Even if the new plan was technically better. “We’re not going to Pizza Hut, we’re going to Disney World!”
Okay but… that’s not what we said earlier?? Cue meltdown in the middle of joy.

💀 Absolute terror of… random things

Pop hazards (aka balloons), the Budweiser frogs, loud hand dryers, and the intro to Newsround? That wasn’t just being “a bit sensitive.” That was full-body fear. Fight, flight, or run into my mum’s coat.

📣 Narrating everything like a TV show

“Now she’s going into the kitchen. She reaches for the biscuits. Will she choose custard creams or Bourbons? Let’s find out!”
And yes, I did this out loud. For years. Sorry to everyone who thought I was just pretending to be David Attenborough.
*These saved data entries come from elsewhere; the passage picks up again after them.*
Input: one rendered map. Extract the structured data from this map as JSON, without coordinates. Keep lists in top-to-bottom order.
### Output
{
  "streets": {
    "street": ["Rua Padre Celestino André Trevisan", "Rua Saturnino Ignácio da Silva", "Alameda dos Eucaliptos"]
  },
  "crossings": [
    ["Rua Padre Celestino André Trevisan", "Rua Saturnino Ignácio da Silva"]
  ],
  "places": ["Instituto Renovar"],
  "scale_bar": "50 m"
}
🪑 Sitting in the exact same chair every time

And if someone else sat there? I simply ceased to function. There is no backup chair. There is only The Chair™.

🧠 Memorising entire TV adverts

Not on purpose — just… absorbed them like a sponge. I could still recite the Moonpig dot com jingle mid-shutdown.
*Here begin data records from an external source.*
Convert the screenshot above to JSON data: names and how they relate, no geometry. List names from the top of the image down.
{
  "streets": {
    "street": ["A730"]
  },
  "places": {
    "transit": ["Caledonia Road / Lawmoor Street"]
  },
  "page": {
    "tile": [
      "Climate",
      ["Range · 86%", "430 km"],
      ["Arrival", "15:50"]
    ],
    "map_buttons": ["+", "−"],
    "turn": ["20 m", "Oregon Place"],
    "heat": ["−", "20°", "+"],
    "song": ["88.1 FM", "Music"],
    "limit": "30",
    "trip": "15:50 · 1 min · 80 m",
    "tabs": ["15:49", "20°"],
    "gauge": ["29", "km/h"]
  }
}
🔊 Not realising the volume of my voice

I was either a library whisper or accidentally doing a full-on theatrical monologue. No in-between.

🫣 Avoiding eye contact like it was lava

And when I was forced to do it, I would count to five in my head like I was holding my breath underwater.

💬 Repeating phrases or words that felt nice in my mouth

Sometimes random. Sometimes JLS lyrics. Sometimes “boing.” It was all fair game.
Oh, and if you told me to stop? I just did it quieter.

🧼 That one weird sensory routine

Peeling glue off my hands. Wearing the same soft hoodie every day. Chewing the sleeves.
Was I being “quirky”? No. I was just trying to exist.

🌀 Spinning in circles. For fun. For ages.

In the living room, on the playground, in the kitchen while someone was trying to cook. Just spinning like a malfunctioning fidget spinner with no shame.
Apparently that’s not what most kids did for half an hour at a time?? Okay then.

🗯️ “You didn’t just spin. You committed to the spin. That was interpretive dance, babe.” – Daisy


Final Thoughts (and a word from Daisy)

So yeah… turns out a lot of “funny little quirks” were actually sensory tools, coping mechanisms, or autistic traits I couldn’t name at the time. And I don’t feel embarrassed about them anymore. I feel seen.

And Daisy? Well…

🗯️ “You peeled glue off your hands. I peeled it off other people’s. One of us was normal. And it wasn’t you.”